• _Work request_
Every line with the string "direction" in it belongs in your answer, so copy them all from the data.

◇ ◇ ◇ ◇ ◇

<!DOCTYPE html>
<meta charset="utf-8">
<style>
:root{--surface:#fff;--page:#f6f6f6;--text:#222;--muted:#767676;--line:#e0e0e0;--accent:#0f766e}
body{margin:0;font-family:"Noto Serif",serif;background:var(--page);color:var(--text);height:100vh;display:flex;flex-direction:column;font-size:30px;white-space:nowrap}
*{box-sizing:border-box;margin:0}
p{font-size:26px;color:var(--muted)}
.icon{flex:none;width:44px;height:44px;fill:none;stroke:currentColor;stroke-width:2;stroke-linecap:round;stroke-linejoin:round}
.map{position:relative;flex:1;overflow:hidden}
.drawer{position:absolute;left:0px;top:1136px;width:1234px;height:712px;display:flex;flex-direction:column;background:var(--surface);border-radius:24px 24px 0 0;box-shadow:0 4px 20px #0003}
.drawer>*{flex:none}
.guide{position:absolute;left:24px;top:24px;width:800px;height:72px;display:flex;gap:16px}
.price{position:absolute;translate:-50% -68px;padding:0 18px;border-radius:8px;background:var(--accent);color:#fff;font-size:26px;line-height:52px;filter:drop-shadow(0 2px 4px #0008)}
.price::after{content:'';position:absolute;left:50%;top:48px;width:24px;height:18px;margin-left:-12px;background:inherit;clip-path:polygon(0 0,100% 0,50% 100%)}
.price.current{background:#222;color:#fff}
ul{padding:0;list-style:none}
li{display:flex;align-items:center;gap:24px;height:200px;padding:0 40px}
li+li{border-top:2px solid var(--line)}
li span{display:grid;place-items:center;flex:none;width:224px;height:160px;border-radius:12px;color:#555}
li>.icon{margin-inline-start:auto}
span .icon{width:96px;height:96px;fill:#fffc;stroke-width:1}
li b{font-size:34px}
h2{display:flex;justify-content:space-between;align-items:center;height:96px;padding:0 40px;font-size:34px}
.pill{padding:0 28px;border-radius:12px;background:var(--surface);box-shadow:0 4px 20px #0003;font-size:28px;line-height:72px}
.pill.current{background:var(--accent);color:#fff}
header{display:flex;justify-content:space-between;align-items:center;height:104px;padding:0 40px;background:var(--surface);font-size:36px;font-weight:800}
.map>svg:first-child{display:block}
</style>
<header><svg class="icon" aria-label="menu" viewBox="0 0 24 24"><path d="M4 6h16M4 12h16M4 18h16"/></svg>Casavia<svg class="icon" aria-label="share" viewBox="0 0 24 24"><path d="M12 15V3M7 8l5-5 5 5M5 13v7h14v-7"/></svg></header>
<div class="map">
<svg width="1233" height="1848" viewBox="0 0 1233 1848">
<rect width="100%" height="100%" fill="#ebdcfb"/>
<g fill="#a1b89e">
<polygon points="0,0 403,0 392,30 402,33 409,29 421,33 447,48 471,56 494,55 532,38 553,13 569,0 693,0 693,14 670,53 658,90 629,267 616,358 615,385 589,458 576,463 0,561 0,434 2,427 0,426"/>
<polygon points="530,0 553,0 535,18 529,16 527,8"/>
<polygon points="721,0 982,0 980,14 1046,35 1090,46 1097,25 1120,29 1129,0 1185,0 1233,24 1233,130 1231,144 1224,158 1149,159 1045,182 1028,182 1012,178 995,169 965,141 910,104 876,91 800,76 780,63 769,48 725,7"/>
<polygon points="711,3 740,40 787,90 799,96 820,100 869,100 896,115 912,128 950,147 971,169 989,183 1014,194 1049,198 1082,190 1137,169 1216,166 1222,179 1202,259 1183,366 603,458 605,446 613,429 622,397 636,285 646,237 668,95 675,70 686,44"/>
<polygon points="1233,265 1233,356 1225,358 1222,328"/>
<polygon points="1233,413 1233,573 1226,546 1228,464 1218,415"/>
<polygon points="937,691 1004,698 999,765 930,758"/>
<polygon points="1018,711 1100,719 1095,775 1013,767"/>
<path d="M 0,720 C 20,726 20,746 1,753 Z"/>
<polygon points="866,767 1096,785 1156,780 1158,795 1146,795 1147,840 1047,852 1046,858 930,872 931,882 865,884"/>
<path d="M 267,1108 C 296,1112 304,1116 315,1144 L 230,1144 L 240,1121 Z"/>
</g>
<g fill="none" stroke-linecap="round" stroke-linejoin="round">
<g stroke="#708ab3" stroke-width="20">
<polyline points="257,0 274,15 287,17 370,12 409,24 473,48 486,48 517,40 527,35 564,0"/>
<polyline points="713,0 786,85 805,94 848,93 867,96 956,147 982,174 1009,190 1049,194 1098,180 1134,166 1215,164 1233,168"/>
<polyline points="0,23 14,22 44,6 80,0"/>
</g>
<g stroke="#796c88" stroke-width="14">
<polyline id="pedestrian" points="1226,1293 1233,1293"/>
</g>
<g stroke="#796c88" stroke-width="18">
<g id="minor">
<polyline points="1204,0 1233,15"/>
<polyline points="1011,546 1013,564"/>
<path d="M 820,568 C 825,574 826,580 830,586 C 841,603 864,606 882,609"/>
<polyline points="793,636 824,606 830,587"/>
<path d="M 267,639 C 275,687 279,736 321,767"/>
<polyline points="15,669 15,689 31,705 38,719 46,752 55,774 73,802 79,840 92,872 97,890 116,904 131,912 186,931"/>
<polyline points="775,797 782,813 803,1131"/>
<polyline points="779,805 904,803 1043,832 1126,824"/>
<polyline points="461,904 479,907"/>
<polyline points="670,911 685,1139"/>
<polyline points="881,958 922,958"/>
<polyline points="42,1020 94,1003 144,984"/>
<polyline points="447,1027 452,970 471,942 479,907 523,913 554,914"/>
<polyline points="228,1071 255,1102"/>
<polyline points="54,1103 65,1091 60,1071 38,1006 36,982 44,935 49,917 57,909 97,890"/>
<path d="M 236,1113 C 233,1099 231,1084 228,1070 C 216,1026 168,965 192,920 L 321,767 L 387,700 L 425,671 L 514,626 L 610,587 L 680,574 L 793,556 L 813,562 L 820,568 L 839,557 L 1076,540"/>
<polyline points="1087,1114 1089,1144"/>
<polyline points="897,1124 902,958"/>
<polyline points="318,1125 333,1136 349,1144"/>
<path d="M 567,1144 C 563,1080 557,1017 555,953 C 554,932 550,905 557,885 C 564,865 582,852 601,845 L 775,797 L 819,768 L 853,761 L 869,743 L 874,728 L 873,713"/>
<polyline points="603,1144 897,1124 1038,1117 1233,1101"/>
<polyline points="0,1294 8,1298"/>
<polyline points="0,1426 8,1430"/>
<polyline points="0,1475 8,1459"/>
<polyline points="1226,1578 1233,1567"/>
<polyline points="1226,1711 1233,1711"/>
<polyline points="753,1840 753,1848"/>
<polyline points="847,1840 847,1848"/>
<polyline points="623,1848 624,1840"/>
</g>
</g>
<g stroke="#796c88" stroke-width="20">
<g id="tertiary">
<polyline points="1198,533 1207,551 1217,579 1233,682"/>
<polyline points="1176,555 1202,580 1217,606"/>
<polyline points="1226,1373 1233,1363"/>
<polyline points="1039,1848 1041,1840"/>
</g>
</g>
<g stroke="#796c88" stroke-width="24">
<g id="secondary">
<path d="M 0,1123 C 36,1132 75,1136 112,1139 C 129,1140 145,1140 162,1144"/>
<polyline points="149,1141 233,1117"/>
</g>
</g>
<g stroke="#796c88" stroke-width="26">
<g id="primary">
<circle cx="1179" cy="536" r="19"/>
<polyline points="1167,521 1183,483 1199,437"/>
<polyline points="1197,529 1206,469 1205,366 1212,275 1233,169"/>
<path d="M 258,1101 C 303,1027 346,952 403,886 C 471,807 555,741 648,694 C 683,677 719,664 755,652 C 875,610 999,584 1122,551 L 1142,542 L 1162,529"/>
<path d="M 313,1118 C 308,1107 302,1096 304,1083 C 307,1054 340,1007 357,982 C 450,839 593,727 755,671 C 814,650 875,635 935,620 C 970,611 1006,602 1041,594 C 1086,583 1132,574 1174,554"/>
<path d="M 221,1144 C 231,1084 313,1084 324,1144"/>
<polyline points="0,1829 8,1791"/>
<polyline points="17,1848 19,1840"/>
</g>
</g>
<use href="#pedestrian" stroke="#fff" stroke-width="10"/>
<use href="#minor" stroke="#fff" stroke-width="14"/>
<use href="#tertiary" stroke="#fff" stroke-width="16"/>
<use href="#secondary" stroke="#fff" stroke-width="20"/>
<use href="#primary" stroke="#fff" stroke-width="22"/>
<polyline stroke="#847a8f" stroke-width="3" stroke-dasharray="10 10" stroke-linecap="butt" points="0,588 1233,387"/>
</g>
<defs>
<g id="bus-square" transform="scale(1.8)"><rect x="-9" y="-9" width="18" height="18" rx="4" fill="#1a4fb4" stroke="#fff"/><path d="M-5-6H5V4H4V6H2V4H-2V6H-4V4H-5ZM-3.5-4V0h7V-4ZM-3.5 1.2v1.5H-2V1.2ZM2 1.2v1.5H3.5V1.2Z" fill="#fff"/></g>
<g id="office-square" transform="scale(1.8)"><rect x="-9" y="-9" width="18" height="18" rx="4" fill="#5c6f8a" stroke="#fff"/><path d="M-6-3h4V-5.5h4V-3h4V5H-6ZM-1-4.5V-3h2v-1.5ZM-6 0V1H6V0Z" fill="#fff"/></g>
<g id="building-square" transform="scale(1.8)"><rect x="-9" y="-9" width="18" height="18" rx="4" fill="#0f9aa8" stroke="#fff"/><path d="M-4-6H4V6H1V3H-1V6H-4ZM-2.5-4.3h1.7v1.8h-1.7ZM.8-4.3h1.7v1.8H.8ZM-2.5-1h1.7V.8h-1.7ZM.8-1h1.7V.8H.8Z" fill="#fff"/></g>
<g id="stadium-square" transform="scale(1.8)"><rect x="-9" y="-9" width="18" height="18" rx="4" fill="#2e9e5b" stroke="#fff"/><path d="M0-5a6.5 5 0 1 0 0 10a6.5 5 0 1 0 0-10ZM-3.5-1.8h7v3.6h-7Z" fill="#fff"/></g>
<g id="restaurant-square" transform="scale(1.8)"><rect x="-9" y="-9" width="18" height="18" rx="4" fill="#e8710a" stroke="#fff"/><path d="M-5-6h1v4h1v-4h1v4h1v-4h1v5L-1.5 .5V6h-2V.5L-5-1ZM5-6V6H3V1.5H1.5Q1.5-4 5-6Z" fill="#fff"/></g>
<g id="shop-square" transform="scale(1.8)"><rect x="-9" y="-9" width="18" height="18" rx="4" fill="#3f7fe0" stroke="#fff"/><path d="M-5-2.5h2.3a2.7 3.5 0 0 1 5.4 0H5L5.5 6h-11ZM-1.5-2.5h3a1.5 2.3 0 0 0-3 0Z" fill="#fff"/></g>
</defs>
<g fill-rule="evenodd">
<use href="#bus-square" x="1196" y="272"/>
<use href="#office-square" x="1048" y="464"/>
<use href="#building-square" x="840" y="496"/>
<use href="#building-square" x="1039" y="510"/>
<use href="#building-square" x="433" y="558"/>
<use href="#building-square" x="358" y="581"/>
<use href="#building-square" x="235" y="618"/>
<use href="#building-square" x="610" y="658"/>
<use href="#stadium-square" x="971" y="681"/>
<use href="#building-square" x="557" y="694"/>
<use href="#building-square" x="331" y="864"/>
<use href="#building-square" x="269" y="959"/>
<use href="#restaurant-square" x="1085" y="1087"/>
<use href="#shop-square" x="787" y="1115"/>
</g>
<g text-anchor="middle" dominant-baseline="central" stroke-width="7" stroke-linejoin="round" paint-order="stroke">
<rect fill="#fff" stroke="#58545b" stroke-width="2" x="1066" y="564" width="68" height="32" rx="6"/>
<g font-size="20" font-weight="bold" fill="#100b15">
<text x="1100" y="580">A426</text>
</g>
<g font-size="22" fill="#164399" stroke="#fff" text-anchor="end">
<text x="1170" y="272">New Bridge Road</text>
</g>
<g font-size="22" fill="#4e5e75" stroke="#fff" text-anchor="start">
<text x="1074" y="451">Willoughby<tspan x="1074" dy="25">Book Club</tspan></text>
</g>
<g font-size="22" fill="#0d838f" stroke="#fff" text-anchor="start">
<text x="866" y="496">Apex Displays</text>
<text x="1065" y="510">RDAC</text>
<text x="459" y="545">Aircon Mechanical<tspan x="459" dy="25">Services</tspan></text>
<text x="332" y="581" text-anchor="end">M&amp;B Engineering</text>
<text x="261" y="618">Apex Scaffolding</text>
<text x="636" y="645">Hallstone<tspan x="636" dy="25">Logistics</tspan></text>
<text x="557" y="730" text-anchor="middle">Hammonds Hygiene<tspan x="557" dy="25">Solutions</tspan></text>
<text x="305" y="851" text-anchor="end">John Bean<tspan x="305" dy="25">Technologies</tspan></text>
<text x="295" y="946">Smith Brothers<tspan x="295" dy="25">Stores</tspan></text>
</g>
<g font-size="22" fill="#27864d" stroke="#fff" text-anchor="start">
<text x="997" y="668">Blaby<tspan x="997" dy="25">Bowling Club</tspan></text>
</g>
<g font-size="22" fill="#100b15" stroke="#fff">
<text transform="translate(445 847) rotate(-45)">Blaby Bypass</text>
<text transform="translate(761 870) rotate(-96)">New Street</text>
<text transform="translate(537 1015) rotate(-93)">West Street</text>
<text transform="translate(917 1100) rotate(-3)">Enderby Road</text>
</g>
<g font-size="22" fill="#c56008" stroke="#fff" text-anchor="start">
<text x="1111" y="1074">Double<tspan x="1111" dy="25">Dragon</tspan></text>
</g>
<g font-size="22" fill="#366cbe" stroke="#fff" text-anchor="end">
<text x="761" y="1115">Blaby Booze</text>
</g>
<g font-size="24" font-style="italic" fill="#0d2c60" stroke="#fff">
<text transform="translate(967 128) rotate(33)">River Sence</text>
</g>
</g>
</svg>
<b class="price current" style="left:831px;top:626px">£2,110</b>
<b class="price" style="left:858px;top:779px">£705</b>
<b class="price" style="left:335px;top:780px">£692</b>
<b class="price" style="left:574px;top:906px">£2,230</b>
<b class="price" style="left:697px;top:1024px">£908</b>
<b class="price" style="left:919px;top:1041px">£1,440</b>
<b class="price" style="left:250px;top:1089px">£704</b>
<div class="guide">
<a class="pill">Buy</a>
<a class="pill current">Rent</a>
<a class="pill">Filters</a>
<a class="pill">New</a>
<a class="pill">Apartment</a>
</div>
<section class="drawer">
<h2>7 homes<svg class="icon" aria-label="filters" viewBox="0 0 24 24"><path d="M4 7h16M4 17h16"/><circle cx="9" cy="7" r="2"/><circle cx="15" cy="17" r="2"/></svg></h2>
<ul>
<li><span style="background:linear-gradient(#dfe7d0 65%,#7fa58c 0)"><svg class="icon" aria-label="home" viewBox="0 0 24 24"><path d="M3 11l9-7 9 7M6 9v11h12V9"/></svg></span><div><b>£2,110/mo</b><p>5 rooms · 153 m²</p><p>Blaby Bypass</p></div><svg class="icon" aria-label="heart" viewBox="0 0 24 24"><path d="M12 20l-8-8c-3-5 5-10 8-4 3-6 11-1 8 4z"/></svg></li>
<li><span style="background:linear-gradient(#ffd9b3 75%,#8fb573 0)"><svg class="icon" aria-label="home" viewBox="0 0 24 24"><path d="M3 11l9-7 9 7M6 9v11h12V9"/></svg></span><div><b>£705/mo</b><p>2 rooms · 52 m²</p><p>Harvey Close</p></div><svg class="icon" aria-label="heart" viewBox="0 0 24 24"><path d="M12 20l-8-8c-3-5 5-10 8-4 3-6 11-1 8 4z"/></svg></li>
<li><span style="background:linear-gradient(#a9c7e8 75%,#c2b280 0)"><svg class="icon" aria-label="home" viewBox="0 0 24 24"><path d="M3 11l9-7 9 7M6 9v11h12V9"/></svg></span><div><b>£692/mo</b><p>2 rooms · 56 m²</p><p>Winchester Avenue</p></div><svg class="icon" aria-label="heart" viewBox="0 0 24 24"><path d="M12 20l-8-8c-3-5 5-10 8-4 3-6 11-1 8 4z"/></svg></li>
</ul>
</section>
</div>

◇ ◇ ◇ ◇ ◇

• _Written answer_
body{margin:0;font-family:"Noto Serif",serif;background:var(--page);color:var(--text);height:100vh;display:flex;flex-direction:column;font-size:30px;white-space:nowrap}
.drawer{position:absolute;left:0px;top:1136px;width:1234px;height:712px;display:flex;flex-direction:column;background:var(--surface);border-radius:24px 24px 0 0;box-shadow:0 4px 20px #0003}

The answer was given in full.